ショルティ・シカゴのブルックナー8番のCDを久々に聴く。1992年発売。まだバブルの余韻が残るその年の今頃、新宿に飲みに行く途中に、小田急デパートのCDショップ(当時、クラシックもなかなか充実していた)で買った。ショルティ・シカゴというブランドネームは、そういう華やいだ雰囲気とどこか通じるものがある。
 
さて、ブルックナーの音楽だが、同じショルティでも60年代にウィーンフィルと作った録音とは違い、強引なところは少しもない、意外と「巨匠風」の悠々とした音楽となっている。
 
それでも、3、4楽章を中心に、盛り上げるところは、きちっと引き締め、くっきりと盛り上げる。一例をとれば、4楽章の大詰め、一番最後の凱旋がはじまるあたり(ノヴァーク版のスコアでは練習番号XX、686小節以降)では、音楽がフォルテッシュモになるのと同時に、アクセルをグッと踏んで、テンポがを上げて以降の見事な造形。もちろん、最後の2小節は、逆にグッとリタルダンドを効かせて、80分を超える大交響楽を堂々と締めくくる。
 
余談だが、全体に4楽章のテンポの変化は、フルトヴェングラーのものにきわめて近い。上記の686小節以降もそうである。

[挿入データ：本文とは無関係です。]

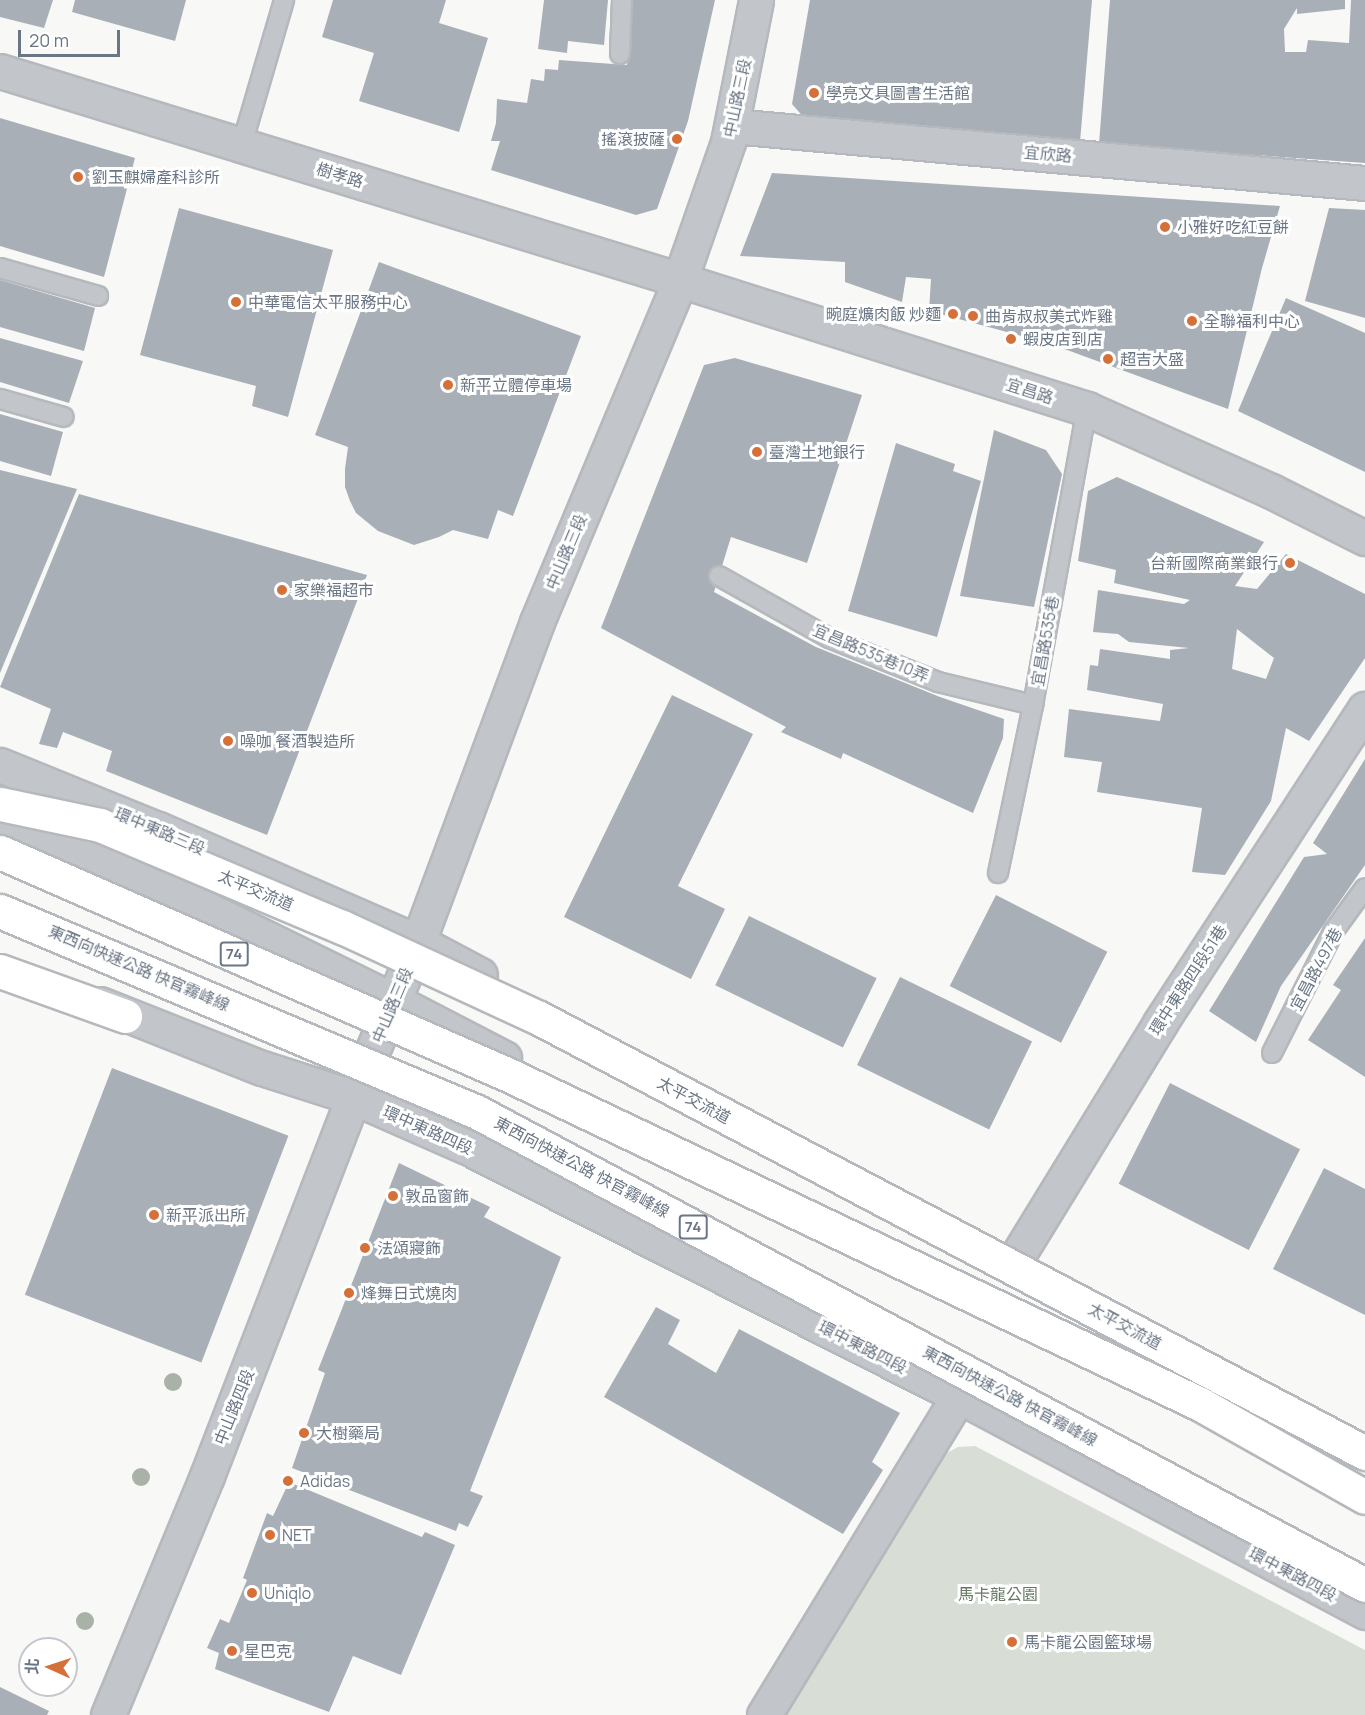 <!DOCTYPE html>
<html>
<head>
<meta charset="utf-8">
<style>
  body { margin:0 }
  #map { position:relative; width:1365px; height:1715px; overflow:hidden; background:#f8f9f6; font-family:Manrope,"Noto Sans TC",sans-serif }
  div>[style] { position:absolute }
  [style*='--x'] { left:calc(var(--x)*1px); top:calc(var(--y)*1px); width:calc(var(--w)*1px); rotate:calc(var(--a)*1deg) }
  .green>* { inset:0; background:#d8ddd6 }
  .building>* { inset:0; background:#a9afb6; transform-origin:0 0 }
  .roads { filter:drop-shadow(2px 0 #b5b8bc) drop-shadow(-2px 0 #b5b8bc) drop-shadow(0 2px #b5b8bc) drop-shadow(0 -2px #b5b8bc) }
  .service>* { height:18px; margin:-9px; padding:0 9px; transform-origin:9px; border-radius:9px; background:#c2c5c9 }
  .minor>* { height:33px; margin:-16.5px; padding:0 16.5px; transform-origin:16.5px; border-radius:16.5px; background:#c2c5c9 }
  .tertiary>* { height:33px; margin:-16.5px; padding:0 16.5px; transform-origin:16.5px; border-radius:16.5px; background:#c2c5c9 }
  .trunk>* { height:33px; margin:-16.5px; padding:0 16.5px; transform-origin:16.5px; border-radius:16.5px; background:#fff }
  .bridges { filter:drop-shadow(2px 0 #b5b8bc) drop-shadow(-2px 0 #b5b8bc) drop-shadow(0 2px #b5b8bc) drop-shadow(0 -2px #b5b8bc) }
  .trunk-bridge>* { height:33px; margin:-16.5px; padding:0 16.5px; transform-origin:16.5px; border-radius:16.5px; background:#fff }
  .trees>* { width:18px; height:18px; margin:-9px; border-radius:50%; background:#a8b2a6 }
  .dots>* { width:16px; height:16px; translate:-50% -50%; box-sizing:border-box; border:3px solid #fff; border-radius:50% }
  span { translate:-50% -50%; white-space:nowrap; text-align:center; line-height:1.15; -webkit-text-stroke:6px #fff; paint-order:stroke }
  .shield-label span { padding:2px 4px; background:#fff; border:2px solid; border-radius:4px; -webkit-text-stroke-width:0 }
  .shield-label { font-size:15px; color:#6a7685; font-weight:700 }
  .poi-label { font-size:16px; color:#6a7685 }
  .left { translate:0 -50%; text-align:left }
  .right { translate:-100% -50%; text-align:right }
  .street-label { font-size:16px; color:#6a7685 }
  .park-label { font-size:16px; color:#667864 }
  .north { position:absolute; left:18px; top:1637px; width:60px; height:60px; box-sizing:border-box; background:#fff; border:2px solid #c3c8ce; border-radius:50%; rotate:273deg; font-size:16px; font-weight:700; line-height:24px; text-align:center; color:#6a7685 }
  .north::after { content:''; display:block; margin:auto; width:21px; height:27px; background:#d67039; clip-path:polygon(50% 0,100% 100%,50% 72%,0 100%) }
  .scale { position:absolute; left:18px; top:30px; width:102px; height:27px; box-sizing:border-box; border:3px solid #6a7685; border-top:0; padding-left:8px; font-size:18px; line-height:21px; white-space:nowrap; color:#6a7685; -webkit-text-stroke:4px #fff; paint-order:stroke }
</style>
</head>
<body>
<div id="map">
  <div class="green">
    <i style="clip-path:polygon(975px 1446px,1365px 1650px,1365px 1715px,783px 1715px,941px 1456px,958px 1447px)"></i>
  </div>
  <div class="building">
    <i style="clip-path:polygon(0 0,53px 0,44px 28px,0 17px)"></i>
    <i style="clip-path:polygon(75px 0,186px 0,175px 41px,72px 12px)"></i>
    <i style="clip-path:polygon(333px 0,446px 0,439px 23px,488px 38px,459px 132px,359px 101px,374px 53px,322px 37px)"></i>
    <i style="clip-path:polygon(544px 0,608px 0,604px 45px,568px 41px,567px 53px,538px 49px)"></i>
    <i style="clip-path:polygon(633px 0,715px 0,688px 121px,657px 209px,636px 215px,491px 170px,500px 141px,491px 141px,496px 123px,497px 99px,527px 103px,531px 79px,544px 81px,545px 69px,558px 70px,559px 60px,627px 65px)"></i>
    <i style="clip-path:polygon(810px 0,1092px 0,1080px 142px,812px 127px,792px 104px)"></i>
    <i style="clip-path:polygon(1110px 0,1345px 0,1345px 9px,1297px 14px,1297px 8px,1284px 29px,1285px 52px,1306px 52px,1308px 40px,1349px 43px,1351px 0,1365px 0,1365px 163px,1099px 144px)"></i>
    <i style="clip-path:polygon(0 118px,135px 158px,104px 277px,0 246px)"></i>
    <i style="clip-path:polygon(772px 173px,1280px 206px,1262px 268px,1228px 409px,1048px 343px,929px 311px,931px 279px,906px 277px,902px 302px,845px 282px,845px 262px,740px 256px)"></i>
    <i style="clip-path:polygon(179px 208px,333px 250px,288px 417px,252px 406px,256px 386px,140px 355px)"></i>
    <i style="clip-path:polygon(1329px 208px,1365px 210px,1365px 318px,1305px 301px)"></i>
    <i style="clip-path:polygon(379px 262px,581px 336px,513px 516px,498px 510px,488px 539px,453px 530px,439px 537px,414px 545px,378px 531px,356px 513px,350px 501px,345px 487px,345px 469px,348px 447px,315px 435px)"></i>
    <i style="clip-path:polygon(0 280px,95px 308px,84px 351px,0 327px)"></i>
    <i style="clip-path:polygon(1286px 298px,1365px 333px,1365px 472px,1238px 411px)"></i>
    <i style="clip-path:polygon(0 338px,83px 361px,69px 403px,0 382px)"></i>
    <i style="clip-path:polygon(735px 358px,862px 395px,807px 563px,731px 537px,714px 592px,816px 647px,940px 697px,1004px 719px,1003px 738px,973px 813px,843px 753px,841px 759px,781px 732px,786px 727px,601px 628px,704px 365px)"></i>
    <i style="clip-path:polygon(0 414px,63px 432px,51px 476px,0 461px)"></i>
    <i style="clip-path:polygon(994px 430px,1046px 450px,1062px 474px,1034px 607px,960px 596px)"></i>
    <i style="clip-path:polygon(896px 443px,955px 464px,953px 471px,981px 481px,937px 637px,848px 611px)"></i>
    <i style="clip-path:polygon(0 470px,77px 489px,0 673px)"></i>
    <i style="clip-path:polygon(evenodd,1117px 477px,1264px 542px,1235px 586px,1257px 589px,1286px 554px,1365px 594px,1365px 658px,1309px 741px,1286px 728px,1271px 801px,1225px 875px,1192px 872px,1202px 808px,1097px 792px,1102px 762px,1064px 757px,1069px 709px,1160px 721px,1163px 704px,1087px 690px,1090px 665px,1098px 666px,1100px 649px,1170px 659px,1170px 650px,1189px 648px,1129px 642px,1118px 634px,1093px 632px,1098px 590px,1184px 604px,1190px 600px,1114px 583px,1116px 570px,1078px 561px,1088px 491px,1117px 477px,1237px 629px,1274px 658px,1266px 679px,1232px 669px,1237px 629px)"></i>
    <i style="clip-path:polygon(79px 494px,367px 575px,267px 835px,106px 771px,112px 751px,63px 732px,57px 748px,39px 744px,51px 709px,0 687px)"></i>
    <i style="clip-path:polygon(672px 695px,753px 734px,678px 886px,725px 909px,691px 979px,564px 917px)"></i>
    <i style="clip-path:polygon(1365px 759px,1365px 865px,1281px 986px,1256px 1042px,1209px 1011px,1304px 857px,1327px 854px,1313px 843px)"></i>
    <i style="left:996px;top:895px;width:125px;height:102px;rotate:27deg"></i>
    <i style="left:749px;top:916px;width:142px;height:77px;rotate:26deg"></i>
    <i style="clip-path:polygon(1365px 938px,1365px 1077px,1308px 1040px,1341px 990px,1333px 985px)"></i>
    <i style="left:900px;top:977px;width:147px;height:98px;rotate:26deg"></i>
    <i style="left:112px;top:1068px;width:189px;height:243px;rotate:21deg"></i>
    <i style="left:1170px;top:1083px;width:146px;height:113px;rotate:27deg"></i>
    <i style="clip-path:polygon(399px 1163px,490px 1207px,484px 1217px,561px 1257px,470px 1491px,483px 1496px,468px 1527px,459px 1523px,456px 1531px,292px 1468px,325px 1373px,318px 1370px)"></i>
    <i style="clip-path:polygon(1324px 1168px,1365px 1189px,1365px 1315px,1273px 1269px)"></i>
    <i style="clip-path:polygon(656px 1307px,680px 1320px,668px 1344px,716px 1373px,739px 1329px,900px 1413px,872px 1462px,883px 1470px,843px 1534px,604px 1397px)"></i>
    <i style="clip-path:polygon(289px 1482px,422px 1537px,425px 1532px,455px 1545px,401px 1675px,353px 1656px,329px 1712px,215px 1669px,219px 1653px,207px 1648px,220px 1619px,229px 1623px,247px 1580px,243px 1578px,267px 1513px,273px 1516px)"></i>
    <i style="clip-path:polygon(0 1687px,49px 1711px,47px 1715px,0 1715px)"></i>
  </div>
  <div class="roads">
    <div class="service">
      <i style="--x:620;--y:54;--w:54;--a:-87.9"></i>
      <i style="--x:242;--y:144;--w:150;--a:-73.7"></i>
      <i style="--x:0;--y:268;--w:102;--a:15.9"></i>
      <i style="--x:0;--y:399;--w:66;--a:15.7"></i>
      <i style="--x:719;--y:576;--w:126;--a:29.4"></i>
      <i style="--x:829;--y:638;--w:118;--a:22"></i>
      <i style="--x:938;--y:682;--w:98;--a:13.6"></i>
      <i style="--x:998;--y:873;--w:172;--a:-78.2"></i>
      <i style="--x:1033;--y:705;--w:301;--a:-79.7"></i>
      <i style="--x:1272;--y:1053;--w:136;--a:-63.2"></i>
      <i style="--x:1333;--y:932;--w:54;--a:-54"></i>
    </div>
    <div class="minor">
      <i style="--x:0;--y:71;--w:711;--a:17.08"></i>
      <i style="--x:732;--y:126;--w:636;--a:5.15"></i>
      <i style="--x:0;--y:765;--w:170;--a:22.1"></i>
      <i style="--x:158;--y:829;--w:283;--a:23.5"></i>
      <i style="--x:418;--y:942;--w:70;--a:28"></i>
      <i style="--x:0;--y:818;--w:143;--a:22.2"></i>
      <i style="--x:132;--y:872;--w:292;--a:26.2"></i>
      <i style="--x:394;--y:1001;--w:124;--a:27.4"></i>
      <i style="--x:100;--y:1004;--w:174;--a:21.6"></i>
      <i style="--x:262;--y:1068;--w:96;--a:17.7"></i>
      <i style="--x:353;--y:1097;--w:124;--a:23.7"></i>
      <i style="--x:467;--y:1147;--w:551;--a:26.84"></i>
      <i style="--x:959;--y:1396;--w:460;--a:28"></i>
      <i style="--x:1018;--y:1255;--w:272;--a:-58.5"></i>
      <i style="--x:1160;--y:1023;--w:375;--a:-56.9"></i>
      <i style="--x:764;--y:1715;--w:374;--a:-58.6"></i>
    </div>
    <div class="tertiary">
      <i style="--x:680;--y:280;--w:427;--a:17.6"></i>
      <i style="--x:1087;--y:409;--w:201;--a:24"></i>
      <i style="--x:1271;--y:491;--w:105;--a:26.6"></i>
      <i style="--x:108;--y:1715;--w:259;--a:-67.5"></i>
      <i style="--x:207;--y:1476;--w:406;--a:-68.9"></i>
      <i style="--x:353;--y:1097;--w:168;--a:-67.2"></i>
      <i style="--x:418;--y:942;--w:341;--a:-69.6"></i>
      <i style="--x:537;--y:622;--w:371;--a:-67.3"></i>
      <i style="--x:680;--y:280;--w:146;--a:-70.8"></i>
      <i style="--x:728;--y:142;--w:145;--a:-78.8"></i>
    </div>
    <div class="trunk">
      <i style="--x:0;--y:971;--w:133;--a:19.8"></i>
    </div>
  </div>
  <div class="bridges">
    <div class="trunk-bridge">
      <i style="--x:0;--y:804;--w:102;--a:11.9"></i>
      <i style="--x:100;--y:825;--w:263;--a:22.9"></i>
      <i style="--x:342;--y:927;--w:217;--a:24.8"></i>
      <i style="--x:539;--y:1018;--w:934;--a:27.77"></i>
      <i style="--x:0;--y:852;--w:556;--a:23.66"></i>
      <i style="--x:509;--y:1075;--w:765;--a:25.46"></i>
      <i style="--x:1200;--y:1404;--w:189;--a:29.4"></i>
      <i style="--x:0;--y:911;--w:518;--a:22.85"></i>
      <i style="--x:477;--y:1112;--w:1006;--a:28.04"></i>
    </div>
  </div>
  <div class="trees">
    <i style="left:173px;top:1382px"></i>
    <i style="left:141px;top:1477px"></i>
    <i style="left:85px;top:1621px"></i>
  </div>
  <div class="dots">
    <i style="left:814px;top:93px;background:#d67039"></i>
    <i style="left:677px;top:139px;background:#d67039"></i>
    <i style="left:78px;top:177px;background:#d67039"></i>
    <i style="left:1165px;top:227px;background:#d67039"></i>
    <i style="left:236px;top:302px;background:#d67039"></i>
    <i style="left:953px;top:314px;background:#d67039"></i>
    <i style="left:973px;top:316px;background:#d67039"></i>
    <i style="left:1192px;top:321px;background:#d67039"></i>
    <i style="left:1011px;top:339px;background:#d67039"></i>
    <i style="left:1108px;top:359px;background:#d67039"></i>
    <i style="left:448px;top:385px;background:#d67039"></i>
    <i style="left:757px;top:452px;background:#d67039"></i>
    <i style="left:1290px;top:563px;background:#d67039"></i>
    <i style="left:282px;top:590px;background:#d67039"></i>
    <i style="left:228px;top:741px;background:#d67039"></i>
    <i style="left:393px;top:1196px;background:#d67039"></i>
    <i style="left:154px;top:1215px;background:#d67039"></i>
    <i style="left:365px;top:1248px;background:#d67039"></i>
    <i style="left:349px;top:1293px;background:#d67039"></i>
    <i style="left:304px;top:1433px;background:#d67039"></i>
    <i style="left:288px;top:1481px;background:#d67039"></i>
    <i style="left:270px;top:1535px;background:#d67039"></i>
    <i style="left:252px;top:1593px;background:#d67039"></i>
    <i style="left:1012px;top:1642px;background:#d67039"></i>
    <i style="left:232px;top:1651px;background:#d67039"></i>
  </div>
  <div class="shield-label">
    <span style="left:234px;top:954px">74</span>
    <span style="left:693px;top:1227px">74</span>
  </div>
  <div class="poi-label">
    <span class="left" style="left:826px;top:93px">學亮文具圖書生活館</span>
    <span class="right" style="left:665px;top:139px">搖滾披薩</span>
    <span class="left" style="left:92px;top:177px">劉玉麒婦產科診所</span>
    <span class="left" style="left:1177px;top:227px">小雅好吃紅豆餅</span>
    <span class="left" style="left:248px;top:302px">中華電信太平服務中心</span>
    <span class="right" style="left:941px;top:314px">畹庭爌肉飯 炒麵</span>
    <span class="left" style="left:985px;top:316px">曲肯叔叔美式炸雞</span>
    <span class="left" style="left:1204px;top:321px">全聯福利中心</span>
    <span class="left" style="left:1023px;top:339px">蝦皮店到店</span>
    <span class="left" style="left:1120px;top:359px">超吉大盛</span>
    <span class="left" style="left:460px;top:385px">新平立體停車場</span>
    <span class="left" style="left:769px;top:452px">臺灣土地銀行</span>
    <span class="right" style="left:1278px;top:563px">台新國際商業銀行</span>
    <span class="left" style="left:294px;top:590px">家樂福超市</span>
    <span class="left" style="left:240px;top:741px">噪咖 餐酒製造所</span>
    <span class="left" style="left:405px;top:1196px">敦品窗飾</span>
    <span class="left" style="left:166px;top:1215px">新平派出所</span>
    <span class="left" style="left:377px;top:1248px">法頌寢飾</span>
    <span class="left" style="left:361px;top:1293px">烽舞日式燒肉</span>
    <span class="left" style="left:316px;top:1433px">大樹藥局</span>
    <span class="left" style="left:300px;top:1481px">Adidas</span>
    <span class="left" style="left:282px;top:1535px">NET</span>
    <span class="left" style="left:264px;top:1593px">Uniqlo</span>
    <span class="left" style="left:1024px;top:1642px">馬卡龍公園籃球場</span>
    <span class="left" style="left:244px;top:1651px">星巴克</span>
  </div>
  <div class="street-label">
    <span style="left:737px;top:98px;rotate:-78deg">中山路三段</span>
    <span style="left:1048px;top:154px;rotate:5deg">宜欣路</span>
    <span style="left:340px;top:175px;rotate:17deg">樹孝路</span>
    <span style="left:1030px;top:391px;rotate:18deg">宜昌路</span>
    <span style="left:566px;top:552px;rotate:-67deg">中山路三段</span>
    <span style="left:1045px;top:641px;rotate:-80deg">宜昌路535巷</span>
    <span style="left:871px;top:653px;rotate:23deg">宜昌路535巷10弄</span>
    <span style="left:160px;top:831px;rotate:23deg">環中東路三段</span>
    <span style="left:256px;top:890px;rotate:23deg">太平交流道</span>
    <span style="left:139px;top:968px;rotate:23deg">東西向快速公路 快官霧峰線</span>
    <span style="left:1316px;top:969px;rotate:-62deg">宜昌路497巷</span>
    <span style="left:1188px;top:980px;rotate:-57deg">環中東路四段51巷</span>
    <span style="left:392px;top:1005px;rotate:-67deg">中山路三段</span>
    <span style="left:694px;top:1100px;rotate:28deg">太平交流道</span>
    <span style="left:428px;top:1130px;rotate:24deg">環中東路四段</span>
    <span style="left:582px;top:1167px;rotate:28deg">東西向快速公路 快官霧峰線</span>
    <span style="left:1125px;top:1326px;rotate:28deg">太平交流道</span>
    <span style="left:863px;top:1347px;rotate:27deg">環中東路四段</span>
    <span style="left:1010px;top:1396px;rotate:28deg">東西向快速公路 快官霧峰線</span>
    <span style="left:234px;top:1407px;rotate:-68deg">中山路四段</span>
    <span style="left:1293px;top:1574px;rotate:28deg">環中東路四段</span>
  </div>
  <div class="park-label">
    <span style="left:998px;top:1594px">馬卡龍公園</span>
  </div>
  <div class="north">北</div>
  <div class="scale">20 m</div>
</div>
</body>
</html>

ただ、フルトヴェングラーは、それ以降、最後の2小節も早いテンポのまま駆け抜けてしまうのでどこか尻切れトンボのような印象を与えるのに対して、ショルティはきちんとテンポを落として、この大音楽を堂々と締めるのである。
 
ショルティは、全体に、音楽のメリハリを利かせ、見事なプロポーションで、盛り上げるべきところはストレートに盛り上げる。他方で、せかせかした音楽というわけでもなく、貫録も十分にあるといった音楽になっている。このあたりが美点だろう。
 
これと同じ感じを与えるものがあると思ったら、Lincolnのセダンというアメリカ製の車であった。リンカーン大統領のような長身の男性のようなスッと伸びたプロポーションで、貫録も十分。また、適度にきらっと光るメタルパーツもあって、非常に美しい車である。アメリカの一定ランク以上のセダンは、いずれも、これに近いテイストを持っているように感じる。
 
ショルティ・シカゴは、アメリカで非常に長期にわたって喝采を受けた人気コンビだが、その作る音楽の美質は、どこか、このLincolnのセダンのデザインと同質のものを感じる。
 
ショルティは、ブルックナーだからといって、神秘的で曖昧なところは残さない。それが魅力だが、もちろん、そこで掬い切れなかったものがないわけではなく、だからこそ、ショルティ以外の演奏家ブルックナーマーラーを聴く意味があるのだが。